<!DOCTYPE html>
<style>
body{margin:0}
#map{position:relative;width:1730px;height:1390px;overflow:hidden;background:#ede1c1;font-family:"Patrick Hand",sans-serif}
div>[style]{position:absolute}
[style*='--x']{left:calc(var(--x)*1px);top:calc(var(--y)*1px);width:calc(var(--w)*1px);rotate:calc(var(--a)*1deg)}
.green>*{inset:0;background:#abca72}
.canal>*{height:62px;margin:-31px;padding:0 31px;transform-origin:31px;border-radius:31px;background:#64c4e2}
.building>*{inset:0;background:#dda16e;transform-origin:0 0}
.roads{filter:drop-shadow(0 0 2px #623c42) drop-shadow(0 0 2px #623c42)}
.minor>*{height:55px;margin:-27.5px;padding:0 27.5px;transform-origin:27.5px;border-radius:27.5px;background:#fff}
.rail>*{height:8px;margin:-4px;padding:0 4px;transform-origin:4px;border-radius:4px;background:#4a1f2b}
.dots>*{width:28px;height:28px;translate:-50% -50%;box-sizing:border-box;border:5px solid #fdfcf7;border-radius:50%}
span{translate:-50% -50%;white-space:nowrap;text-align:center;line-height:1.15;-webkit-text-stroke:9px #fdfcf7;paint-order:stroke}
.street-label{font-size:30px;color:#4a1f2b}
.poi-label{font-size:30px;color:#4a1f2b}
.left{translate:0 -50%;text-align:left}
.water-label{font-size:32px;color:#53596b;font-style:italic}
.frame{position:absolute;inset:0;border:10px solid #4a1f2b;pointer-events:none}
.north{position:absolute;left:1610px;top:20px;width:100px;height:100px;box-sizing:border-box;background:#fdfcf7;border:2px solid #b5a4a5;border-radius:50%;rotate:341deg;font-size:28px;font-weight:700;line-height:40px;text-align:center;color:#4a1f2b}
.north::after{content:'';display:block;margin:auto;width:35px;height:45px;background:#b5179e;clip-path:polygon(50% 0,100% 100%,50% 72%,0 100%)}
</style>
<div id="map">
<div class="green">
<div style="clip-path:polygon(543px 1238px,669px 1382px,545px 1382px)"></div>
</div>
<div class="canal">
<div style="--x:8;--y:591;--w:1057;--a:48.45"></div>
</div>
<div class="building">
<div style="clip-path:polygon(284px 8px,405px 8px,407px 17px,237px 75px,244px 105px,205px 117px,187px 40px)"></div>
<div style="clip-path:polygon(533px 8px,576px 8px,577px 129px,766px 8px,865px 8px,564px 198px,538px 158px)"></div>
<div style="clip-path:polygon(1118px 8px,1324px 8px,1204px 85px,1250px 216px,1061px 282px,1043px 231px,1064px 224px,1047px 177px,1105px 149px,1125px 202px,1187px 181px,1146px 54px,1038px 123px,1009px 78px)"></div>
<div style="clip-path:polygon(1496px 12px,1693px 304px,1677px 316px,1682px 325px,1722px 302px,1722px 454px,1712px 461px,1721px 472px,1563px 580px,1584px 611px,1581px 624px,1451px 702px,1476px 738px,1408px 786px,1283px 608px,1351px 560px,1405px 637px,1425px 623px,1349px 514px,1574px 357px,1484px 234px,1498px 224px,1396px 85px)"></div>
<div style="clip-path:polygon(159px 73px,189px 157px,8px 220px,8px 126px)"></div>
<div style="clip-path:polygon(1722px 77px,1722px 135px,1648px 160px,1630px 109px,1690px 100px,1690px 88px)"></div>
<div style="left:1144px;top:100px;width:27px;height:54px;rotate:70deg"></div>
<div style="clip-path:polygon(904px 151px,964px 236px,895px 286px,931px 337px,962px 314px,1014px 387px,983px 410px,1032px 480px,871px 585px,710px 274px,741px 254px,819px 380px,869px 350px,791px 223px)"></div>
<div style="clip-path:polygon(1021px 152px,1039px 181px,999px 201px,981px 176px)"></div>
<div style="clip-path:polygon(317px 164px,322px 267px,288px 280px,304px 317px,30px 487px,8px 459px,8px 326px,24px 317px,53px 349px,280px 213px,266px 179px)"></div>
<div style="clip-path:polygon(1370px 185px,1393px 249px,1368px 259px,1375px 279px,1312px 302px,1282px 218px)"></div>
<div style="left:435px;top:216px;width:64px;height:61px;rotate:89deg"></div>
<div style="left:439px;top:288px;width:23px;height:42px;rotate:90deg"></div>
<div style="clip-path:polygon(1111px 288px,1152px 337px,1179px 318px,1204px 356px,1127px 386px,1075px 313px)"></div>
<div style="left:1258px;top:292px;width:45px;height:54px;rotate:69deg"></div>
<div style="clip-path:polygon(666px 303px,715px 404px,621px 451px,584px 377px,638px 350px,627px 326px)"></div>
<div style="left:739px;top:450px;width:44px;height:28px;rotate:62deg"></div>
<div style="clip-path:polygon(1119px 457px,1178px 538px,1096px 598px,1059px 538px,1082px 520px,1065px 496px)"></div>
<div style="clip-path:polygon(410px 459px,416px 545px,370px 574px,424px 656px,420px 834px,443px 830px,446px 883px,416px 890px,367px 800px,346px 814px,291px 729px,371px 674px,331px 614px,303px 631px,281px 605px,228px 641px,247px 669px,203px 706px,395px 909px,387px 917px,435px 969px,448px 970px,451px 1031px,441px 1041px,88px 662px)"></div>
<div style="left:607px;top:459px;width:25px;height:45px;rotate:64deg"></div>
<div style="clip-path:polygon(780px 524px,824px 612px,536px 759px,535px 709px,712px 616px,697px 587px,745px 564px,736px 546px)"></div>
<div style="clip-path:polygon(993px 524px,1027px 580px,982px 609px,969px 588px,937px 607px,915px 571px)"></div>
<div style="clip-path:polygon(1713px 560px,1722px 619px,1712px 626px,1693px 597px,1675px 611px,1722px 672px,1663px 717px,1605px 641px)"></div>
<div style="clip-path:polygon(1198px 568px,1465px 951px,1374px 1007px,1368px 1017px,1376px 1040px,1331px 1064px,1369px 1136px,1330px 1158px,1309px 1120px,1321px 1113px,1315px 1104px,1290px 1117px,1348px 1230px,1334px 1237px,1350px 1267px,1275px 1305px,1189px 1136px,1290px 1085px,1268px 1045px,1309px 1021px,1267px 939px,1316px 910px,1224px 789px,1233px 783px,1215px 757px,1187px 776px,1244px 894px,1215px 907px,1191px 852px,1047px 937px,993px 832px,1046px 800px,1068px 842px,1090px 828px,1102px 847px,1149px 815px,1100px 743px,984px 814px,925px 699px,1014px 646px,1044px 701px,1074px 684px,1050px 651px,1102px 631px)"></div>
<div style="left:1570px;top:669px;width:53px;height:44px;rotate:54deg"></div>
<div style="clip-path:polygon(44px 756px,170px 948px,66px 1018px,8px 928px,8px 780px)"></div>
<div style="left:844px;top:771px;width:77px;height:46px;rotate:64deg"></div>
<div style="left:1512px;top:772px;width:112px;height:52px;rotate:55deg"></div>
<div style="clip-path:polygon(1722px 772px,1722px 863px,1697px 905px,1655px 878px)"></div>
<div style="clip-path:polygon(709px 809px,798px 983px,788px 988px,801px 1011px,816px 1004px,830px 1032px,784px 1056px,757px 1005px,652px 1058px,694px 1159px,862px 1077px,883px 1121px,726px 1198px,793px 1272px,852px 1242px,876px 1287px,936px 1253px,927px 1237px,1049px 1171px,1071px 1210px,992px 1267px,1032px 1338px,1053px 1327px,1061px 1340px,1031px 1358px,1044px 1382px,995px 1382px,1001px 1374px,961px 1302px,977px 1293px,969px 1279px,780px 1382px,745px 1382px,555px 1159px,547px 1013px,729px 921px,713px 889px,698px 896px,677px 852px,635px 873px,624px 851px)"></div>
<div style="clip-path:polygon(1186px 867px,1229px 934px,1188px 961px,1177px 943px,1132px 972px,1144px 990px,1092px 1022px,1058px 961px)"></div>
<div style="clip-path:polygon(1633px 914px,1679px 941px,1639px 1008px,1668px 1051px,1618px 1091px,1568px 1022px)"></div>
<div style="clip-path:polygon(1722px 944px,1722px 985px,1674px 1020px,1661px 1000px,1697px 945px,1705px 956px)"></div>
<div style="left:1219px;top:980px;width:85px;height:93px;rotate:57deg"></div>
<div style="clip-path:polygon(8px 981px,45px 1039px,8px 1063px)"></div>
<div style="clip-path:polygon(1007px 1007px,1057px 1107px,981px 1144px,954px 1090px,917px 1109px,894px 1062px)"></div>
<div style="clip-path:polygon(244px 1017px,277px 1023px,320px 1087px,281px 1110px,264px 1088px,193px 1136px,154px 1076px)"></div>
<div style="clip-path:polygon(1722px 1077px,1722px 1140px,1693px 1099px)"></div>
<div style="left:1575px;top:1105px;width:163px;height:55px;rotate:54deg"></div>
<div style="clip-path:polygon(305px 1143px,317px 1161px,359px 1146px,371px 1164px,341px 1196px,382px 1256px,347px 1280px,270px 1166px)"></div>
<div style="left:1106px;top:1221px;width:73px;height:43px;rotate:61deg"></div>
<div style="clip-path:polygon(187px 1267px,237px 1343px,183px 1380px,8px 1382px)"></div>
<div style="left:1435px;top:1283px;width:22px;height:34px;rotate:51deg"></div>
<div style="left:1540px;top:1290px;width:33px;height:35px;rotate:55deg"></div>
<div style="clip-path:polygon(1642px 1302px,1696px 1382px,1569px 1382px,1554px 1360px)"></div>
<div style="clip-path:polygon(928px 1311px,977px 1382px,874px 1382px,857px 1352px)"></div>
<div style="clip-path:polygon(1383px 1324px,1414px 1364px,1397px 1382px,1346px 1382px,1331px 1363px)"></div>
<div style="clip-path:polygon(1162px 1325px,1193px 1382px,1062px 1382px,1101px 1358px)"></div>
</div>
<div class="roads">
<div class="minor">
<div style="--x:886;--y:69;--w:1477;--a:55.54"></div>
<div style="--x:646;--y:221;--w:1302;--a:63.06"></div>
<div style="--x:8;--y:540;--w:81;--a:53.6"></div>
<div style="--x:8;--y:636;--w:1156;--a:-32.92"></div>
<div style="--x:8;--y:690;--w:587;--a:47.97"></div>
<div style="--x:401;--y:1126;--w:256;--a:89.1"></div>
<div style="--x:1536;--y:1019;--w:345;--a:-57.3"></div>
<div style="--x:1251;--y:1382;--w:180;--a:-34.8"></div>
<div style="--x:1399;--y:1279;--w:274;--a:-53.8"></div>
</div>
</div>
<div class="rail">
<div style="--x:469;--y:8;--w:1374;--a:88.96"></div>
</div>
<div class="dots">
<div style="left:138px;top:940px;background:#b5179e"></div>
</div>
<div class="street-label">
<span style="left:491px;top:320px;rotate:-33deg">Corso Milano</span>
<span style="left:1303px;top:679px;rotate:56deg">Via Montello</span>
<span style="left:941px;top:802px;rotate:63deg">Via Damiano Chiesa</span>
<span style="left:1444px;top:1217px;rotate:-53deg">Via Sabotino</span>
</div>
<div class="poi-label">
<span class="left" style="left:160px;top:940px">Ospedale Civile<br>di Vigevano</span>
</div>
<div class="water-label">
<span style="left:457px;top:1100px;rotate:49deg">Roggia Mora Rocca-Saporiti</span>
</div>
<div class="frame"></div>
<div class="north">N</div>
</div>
——————————
PROBLEM DETAILS: Write the opening line of the data above and every line after it, exactly, stopping once you have written the line with "2px #623c42) drop-shadow(0".

RESPONSE TO THIS TASK:
<!DOCTYPE html>
<style>
body{margin:0}
#map{position:relative;width:1730px;height:1390px;overflow:hidden;background:#ede1c1;font-family:"Patrick Hand",sans-serif}
div>[style]{position:absolute}
[style*='--x']{left:calc(var(--x)*1px);top:calc(var(--y)*1px);width:calc(var(--w)*1px);rotate:calc(var(--a)*1deg)}
.green>*{inset:0;background:#abca72}
.canal>*{height:62px;margin:-31px;padding:0 31px;transform-origin:31px;border-radius:31px;background:#64c4e2}
.building>*{inset:0;background:#dda16e;transform-origin:0 0}
.roads{filter:drop-shadow(0 0 2px #623c42) drop-shadow(0 0 2px #623c42)}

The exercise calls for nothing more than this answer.